November 20, 2024

Rainbow Heir aiming to rise in Phoenix, punch ticket to BC Sprint

Last updated: 9/29/14 2:34 PM


Rainbow Heir aiming to rise in Phoenix, punch ticket to BC
Sprint

Bred in New Jersey and based at Monmouth Park, the Grade 3-winning
sprinter Rainbow Heir arrived at
Keeneland last
Friday morning to prepare for his next start in the Grade 3, $200,000 Phoenix on
opening day this Friday.

The four-year-old Wildcat Heir colt, a homebred racing for Everett Novak’s
New Farm, is trained by Ben Perkins Jr., whose 81-year-old father, Ben Perkins
Sr., has been at Keeneland to oversee the colt’s preparations.

Perkins, a lifelong horseman, trained Rainbow Heir’s paternal
grandsire, Forest Wildcat, to win the Phoenix in 1996. His son has four
Keeneland stakes wins, including the 2007 Thoroughbred Club of America with the
Forest Wildcat filly and another New Farm homebred, Wild Gams.

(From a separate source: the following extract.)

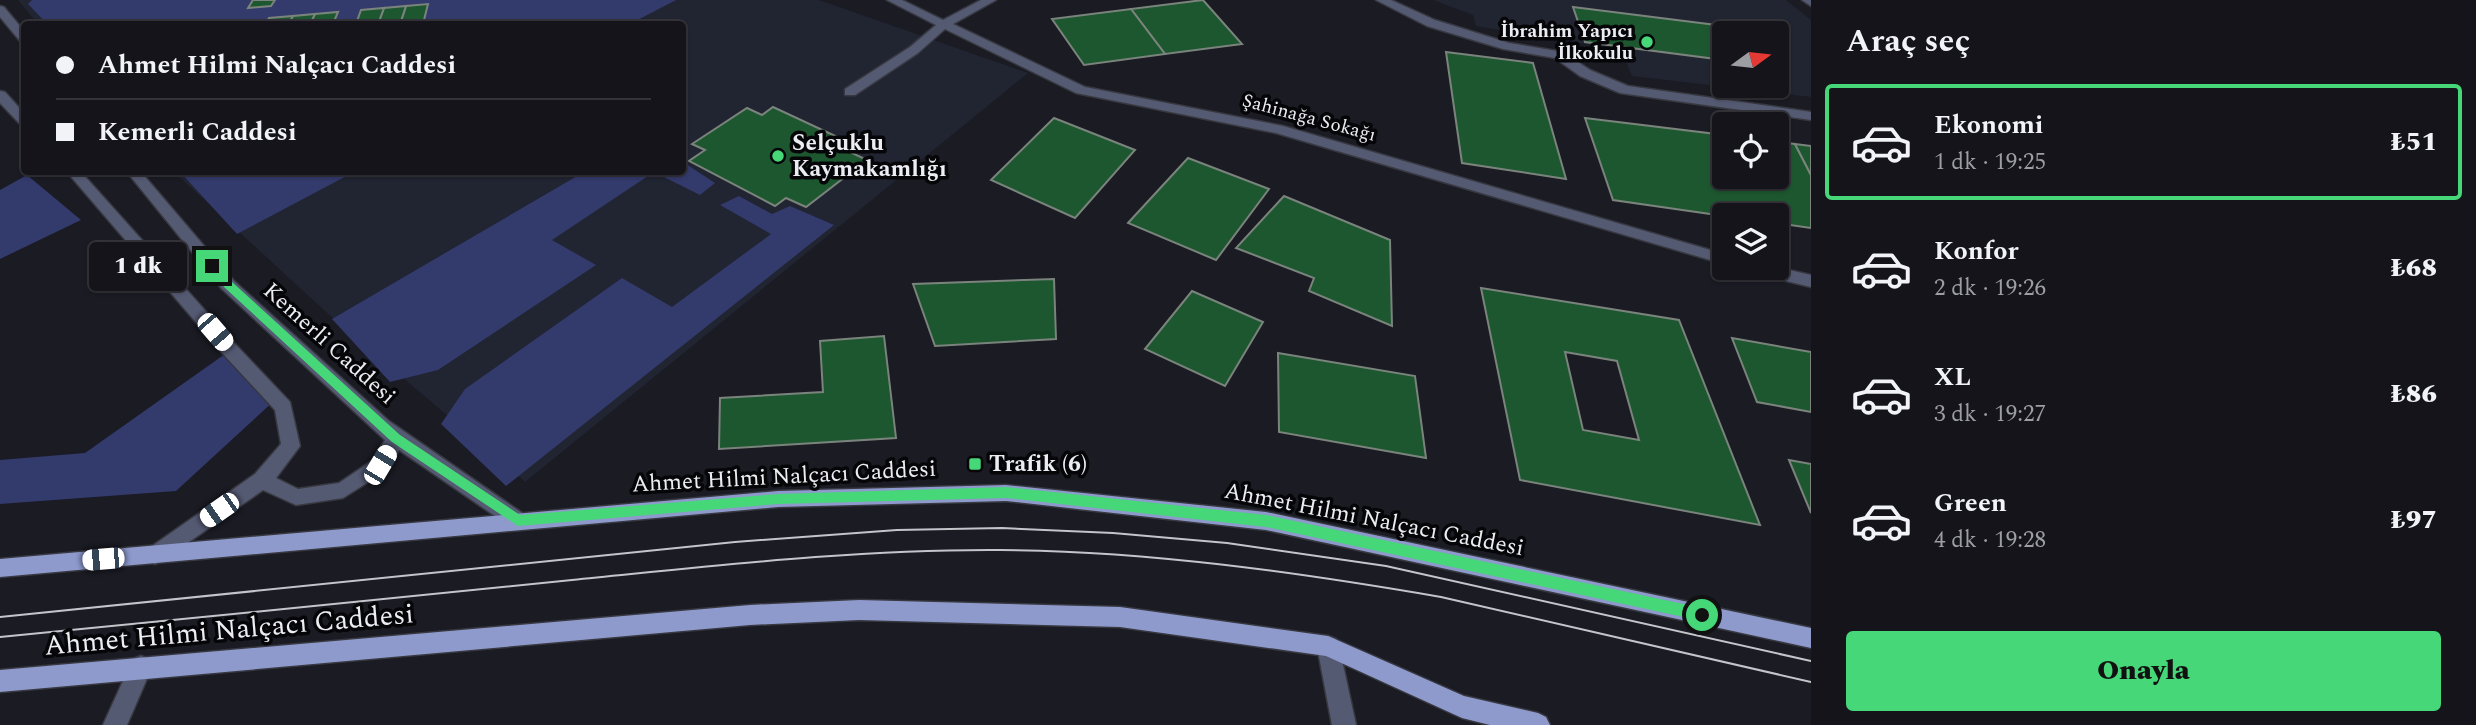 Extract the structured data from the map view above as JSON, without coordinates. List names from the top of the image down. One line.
{"streets":{"main road":["Ahmet Hilmi Nalçacı Caddesi"],"street":["Şahinağa Sokağı","Kemerli Caddesi"]},"crossings":[["Kemerli Caddesi","Ahmet Hilmi Nalçacı Caddesi"]],"places":{"other":["İbrahim Yapıcı İlkokulu","Selçuklu Kaymakamlığı"],"transit":["Trafik (6)"]},"north":"right","page":{"heading":"Araç seç","banner":["Ahmet Hilmi Nalçacı Caddesi","Kemerli Caddesi"],"list":[{"name":"Ekonomi","note":"1 dk · 19:25","value":"₺51"},{"name":"Konfor","note":"2 dk · 19:26","value":"₺68"},{"name":"XL","note":"3 dk · 19:27","value":"₺86"},{"name":"Green","note":"4 dk · 19:28","value":"₺97"}],"bubble":"1 dk","buttons":"Onayla"}}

Perkins said Rainbow Heir realized he was somewhere different when he saw
Keeneland’s main track for the first time.

“This track has a little bit of a tint to it, a reddish tint, and boy, he
just looked at it (and seemed to say), ‘This don’t look like Monmouth Park,'”
Perkins said. “But then he walked on it, and he was fine.”

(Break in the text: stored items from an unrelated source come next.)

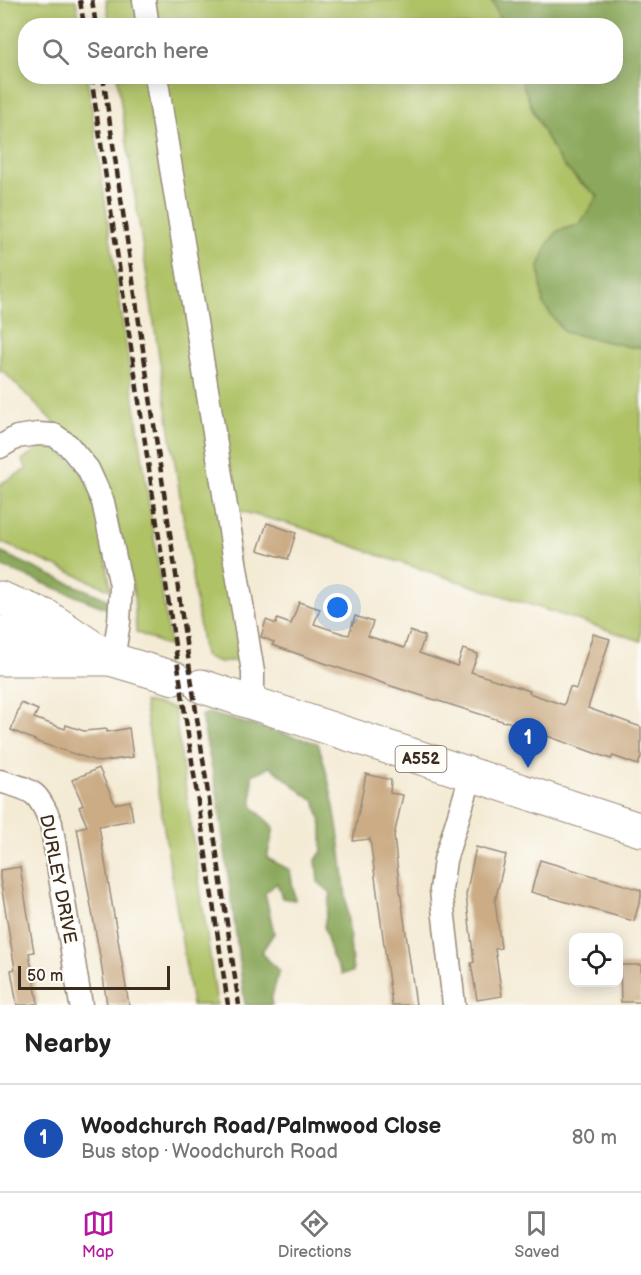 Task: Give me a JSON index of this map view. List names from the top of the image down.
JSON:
{
  "streets": {
    "highway": ["A552"],
    "street": ["DURLEY DRIVE"]
  },
  "scale_bar": "50 m",
  "page": {
    "search": "Search here",
    "pins": "1",
    "scale": "50 m",
    "heading": "Nearby",
    "list": [
      {
        "mark": "1",
        "name": "Woodchurch Road/Palmwood Close",
        "note": "Bus stop · Woodchurch Road",
        "value": "80 m"
      }
    ],
    "nav": ["Map", "Directions", "Saved"]
  }
} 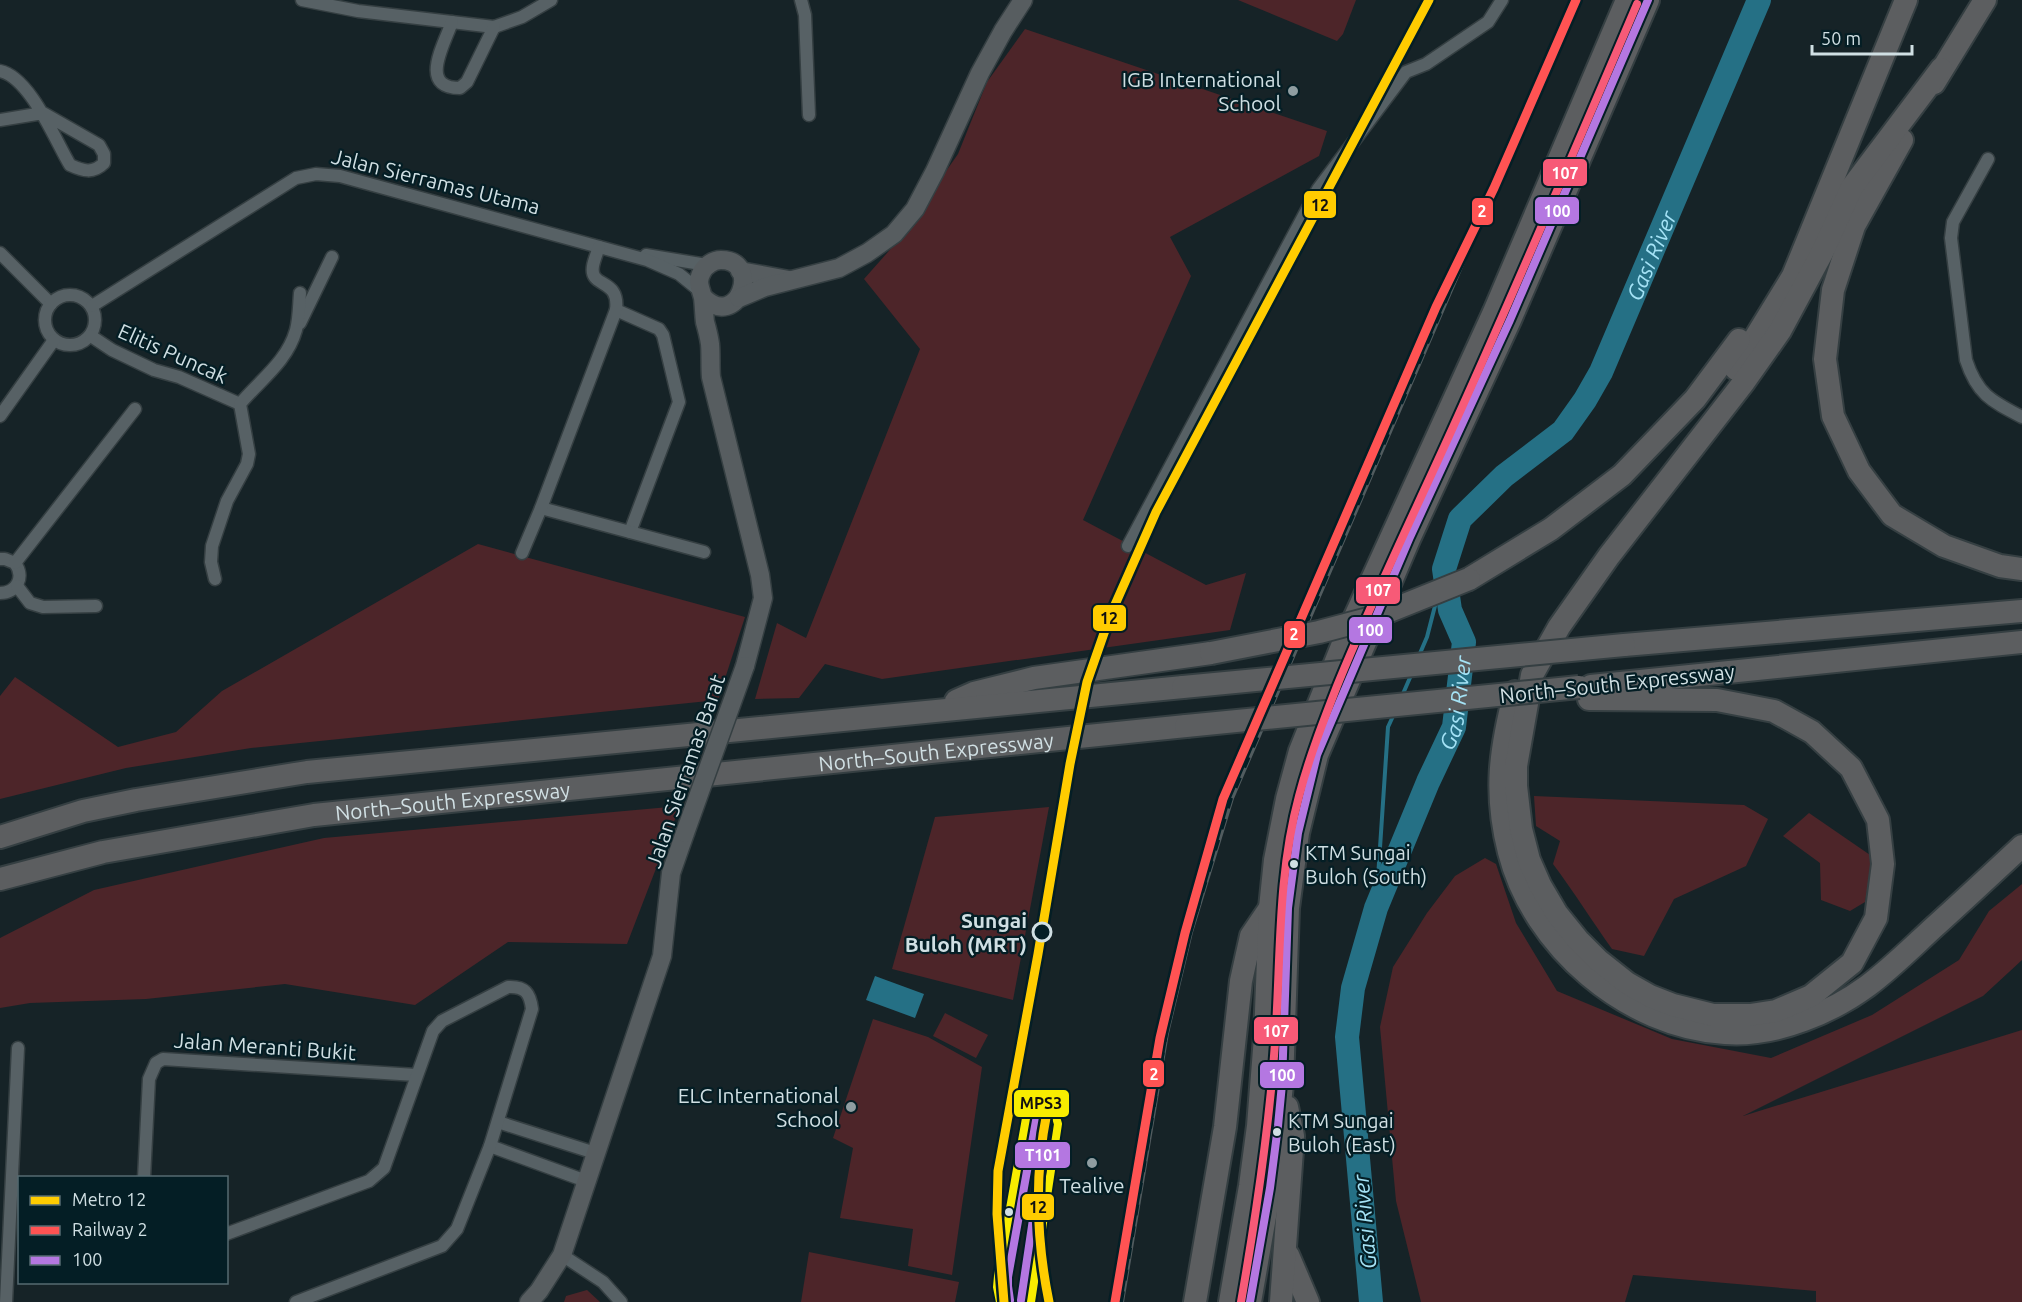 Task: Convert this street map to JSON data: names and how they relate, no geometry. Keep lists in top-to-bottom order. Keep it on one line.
{"streets":{"highway":["North–South Expressway"],"street":["Jalan Sierramas Utama","Elitis Puncak","Jalan Sierramas Barat","Jalan Meranti Bukit"]},"crossings":[["Jalan Sierramas Utama","Elitis Puncak"],["Jalan Sierramas Utama","Jalan Sierramas Barat"]],"water":["Gasi River"],"places":["IGB International School","KTM Sungai Buloh (South)","Sungai Buloh (MRT)","ELC International School","KTM Sungai Buloh (East)","Tealive"],"lines":["metro line 12","rail line 2","transit line 100","transit line 107","transit line MPS3","transit line T101"],"legend":["Metro 12","Railway 2","100"],"scale_bar":"50 m"}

On Monday, Rainbow Heir worked three furlongs in :36 with exercise rider
Sabrino Ramirez aboard.

“We didn’t want to go quite that fast, but he’s a fast horse,” Perkins said.

Rainbow Heir has won seven of 11 races, including the 2013 Jersey Shore at
Monmouth, and has earned $315,210. He is coming off three consecutive wins at
Monmouth, including a 12 1/2-length victory over a sloppy track on September 6
in the six-furlong New Jersey Breeders Handicap.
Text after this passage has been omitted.